Até que ponto o governo tem o dever de estar presente e colaborando para a prevenção e promoção das doenças negligenciadas?
Completamente, principalmente se levarmos em consideração que as populações afetadas por essas doenças não dispõem de recursos para buscar alternativas ao sistema público de saúde; o governo deve buscar ampará-las. O contexto das doenças negligenciadas, no entanto, é extremamente complexo e requer o envolvimento de todos os agentes – públicos e privados – para o ser enfrentado. No Brasil, a Fundação Oswaldo Cruz (Fiocruz) tem contribuído de forma fundamental para o estudo e o combate dessas doenças.
 
Existe alguma ação estratégica de MSF junto a entidades como a Organização das Nações Unidas (ONU) visando que países emergentes invistam em laboratórios públicos para produzir seus próprios medicamentos e distribuí-los gratuitamente?
Médicos Sem Fronteiras atua com diversos parceiros na luta contra as doenças negligenciadas.
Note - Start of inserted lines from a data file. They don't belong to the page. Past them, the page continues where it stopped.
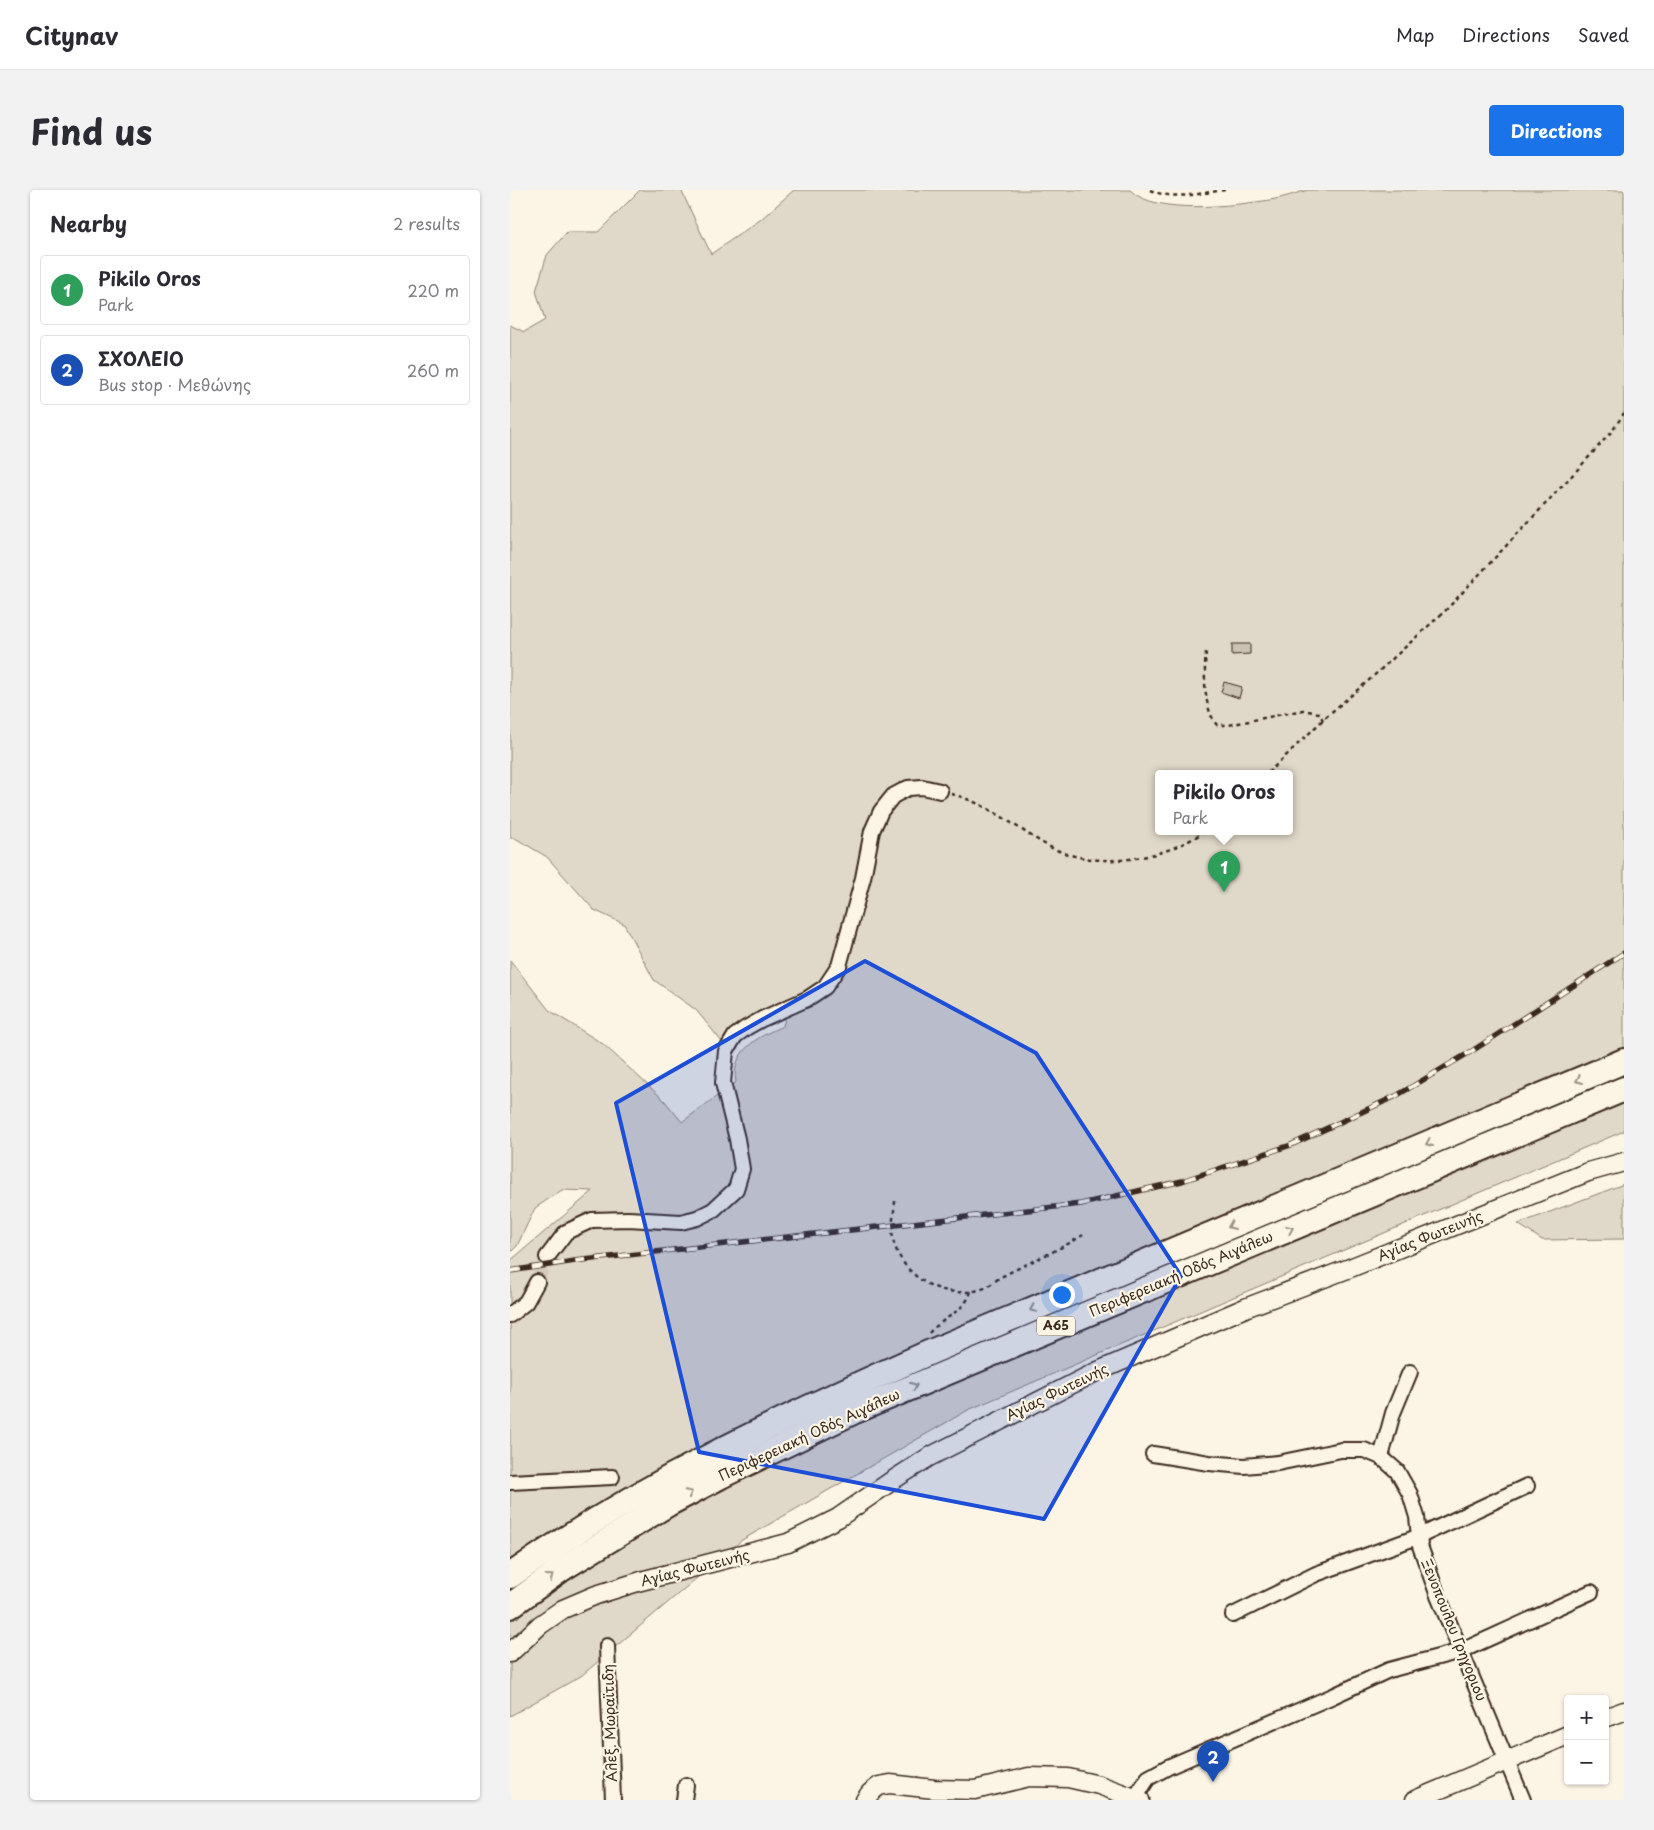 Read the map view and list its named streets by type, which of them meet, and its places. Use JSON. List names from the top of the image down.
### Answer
{
  "streets": {
    "highway": ["Περιφερειακή Οδός Αιγάλεω", "Α65"],
    "street": ["Αγίας Φωτεινής", "Ξενοπουλου Γρηγοριου", "Αλεξ. Μωραϊτιδη"]
  },
  "page": {
    "header": "Citynav",
    "nav": ["Map", "Directions", "Saved"],
    "title": "Find us",
    "buttons": "Directions",
    "heading": ["Nearby", "2 results"],
    "list": [
      {
        "mark": "1",
        "name": "Pikilo Oros",
        "note": "Park",
        "value": "220 m"
      },
      {
        "mark": "2",
        "name": "ΣΧΟΛΕΙΟ",
        "note": "Bus stop · Μεθώνης",
        "value": "260 m"
      }
    ],
    "popup": ["Pikilo Oros", "Park"],
    "pins": ["1", "2"],
    "map_buttons": ["+", "−"]
  }
}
Como o contexto diz respeito exclusivamente ao setor de saúde, a Organização Mundial da Saúde (OMS) é a instituição com a qual MSF mantém relacionamento com o objetivo de desenvolver melhores ferramentas para diagnóstico e tratamento das doenças negligenciadas.
 
O responsável por doenças negligenciadas não deveria ser o governo? Não deveria haver um apoio financeiro às desenvolvedoras de moléculas?
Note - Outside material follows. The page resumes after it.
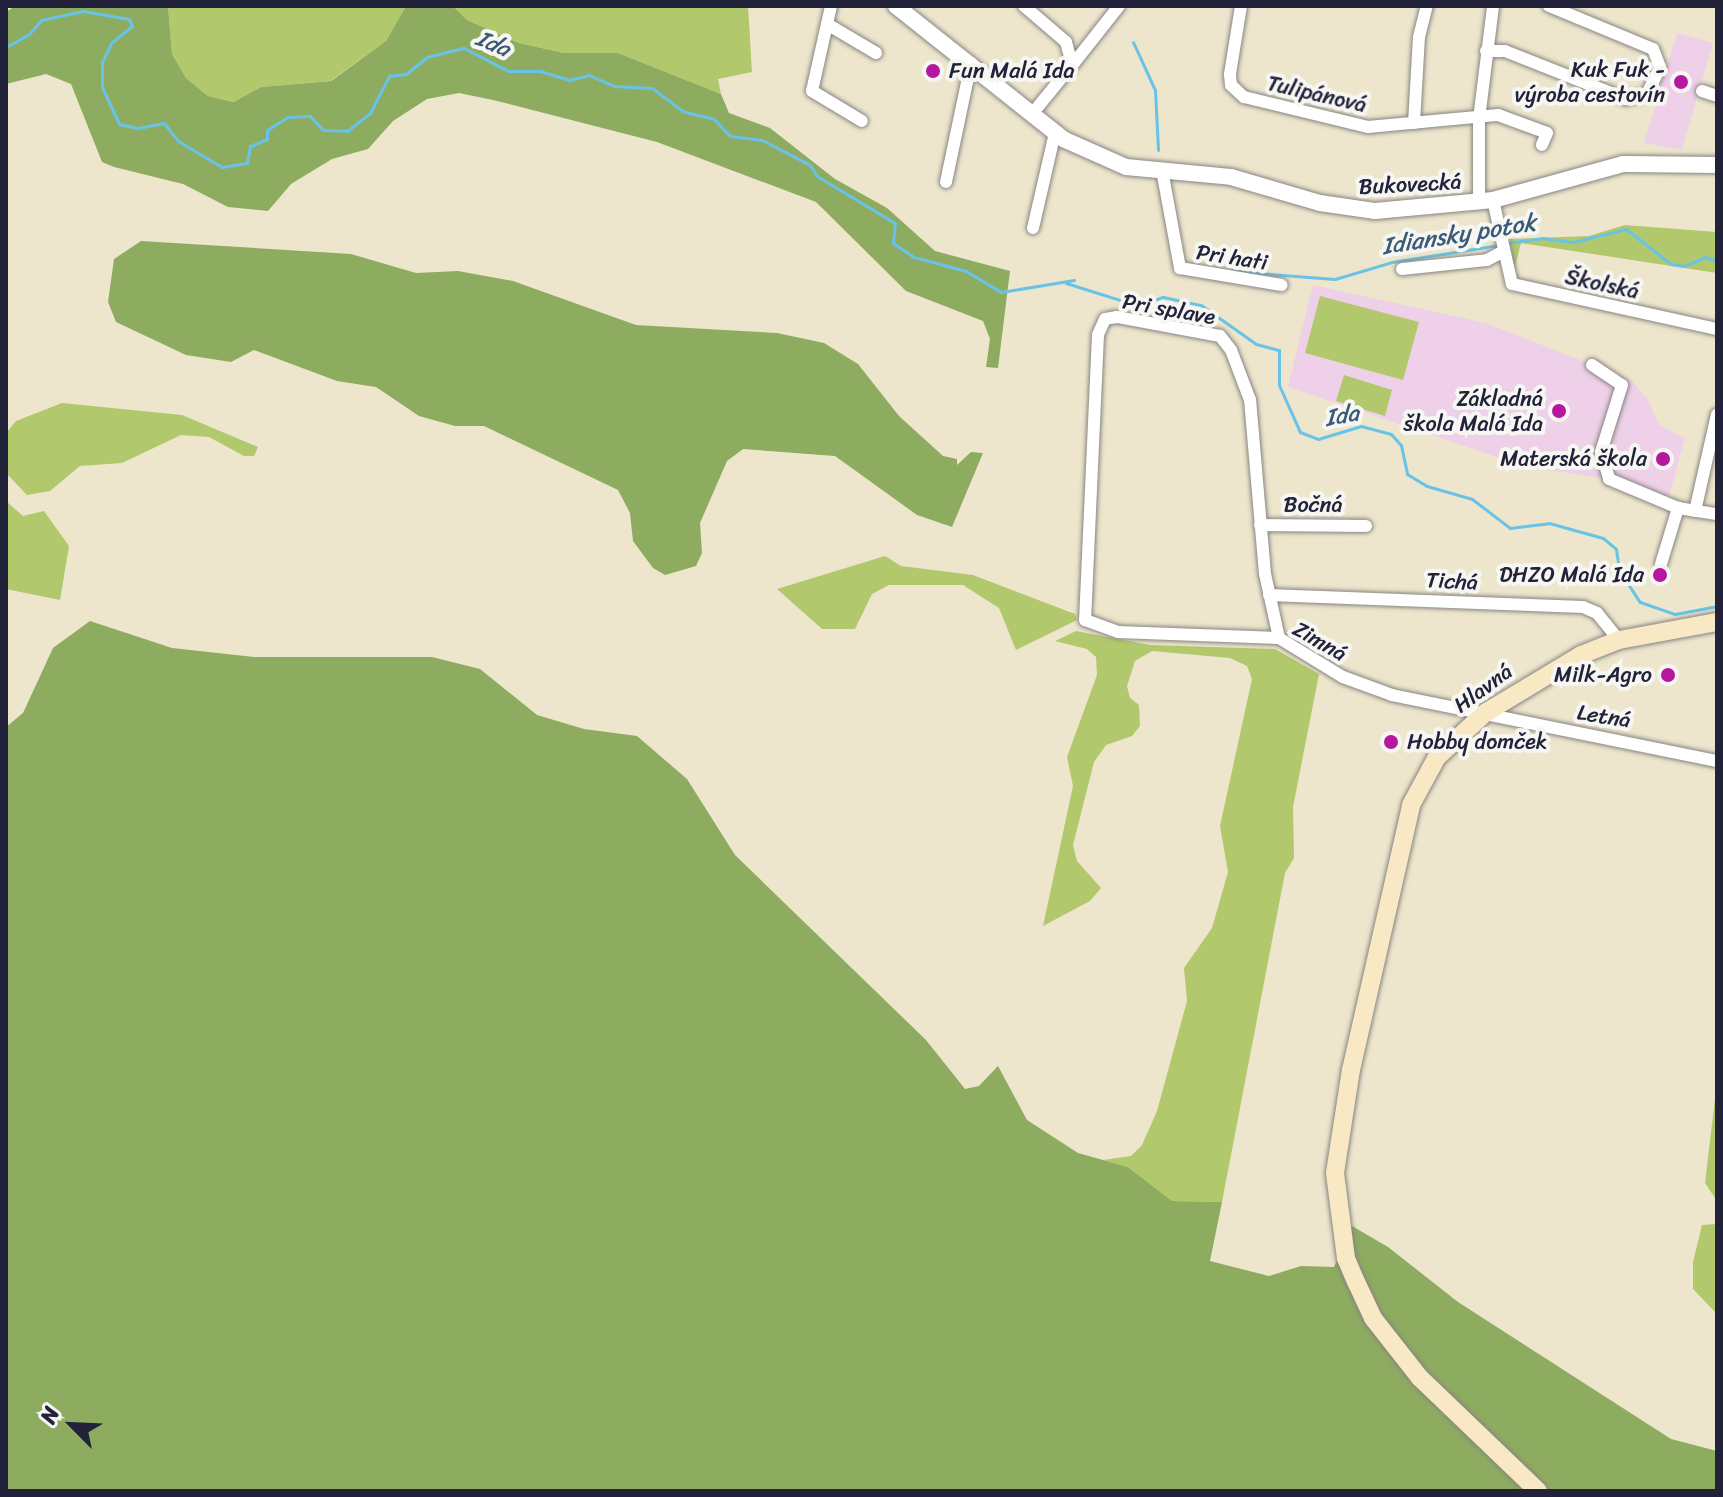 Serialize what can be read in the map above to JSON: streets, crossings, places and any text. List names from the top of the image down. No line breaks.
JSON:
{"streets":{"main road":["Hlavná"],"street":["Tulipánová","Bukovecká","Pri hati","Školská","Pri splave","Bočná","Tichá","Zimná","Letná"]},"crossings":[["Tulipánová","Školská"],["Bukovecká","Pri hati"],["Bukovecká","Školská"],["Pri splave","Bočná"],["Pri splave","Tichá"],["Pri splave","Zimná"],["Tichá","Hlavná"],["Zimná","Hlavná"],["Zimná","Letná"],["Hlavná","Letná"]],"water":["Ida","Idiansky potok"],"places":["Fun Malá Ida","Kuk Fuk - výroba cestovín","Základná škola Malá Ida","Materská škola","DHZO Malá Ida","Milk-Agro","Hobby domček"],"north":"top left"}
O combate às doenças negligenciadas é um tema complexo que deve, sim, ter envolvimento do governo, por meio do desenvolvimento de políticas públicas para combater tais doenças e condições sociais, como o investimento em saneamento, por exemplo, e políticas preventivas que garantam o acesso a tratamento adequado. Além disso, o incentivo a instituições de pesquisa voltadas para doenças negligenciadas, como a Fiocruz, e a organizações que atuem em rede com institutos de pesquisa e indústrias farmacêuticas no mundo todo, como a DNDi (Iniciativa de Medicamentos para Doenças Negligenciadas), é essencial para transformar inovação em prática, para que novos medicamentos e formulações sejam desenvolvidos para atender populações negligenciadas. Outro elemento importantíssimo é o envolvimento da sociedade civil e das pessoas afetadas por tais condições. É isso o que garante que as políticas de saúde atendam às prioridades determinadas pelos próprios indivíduos.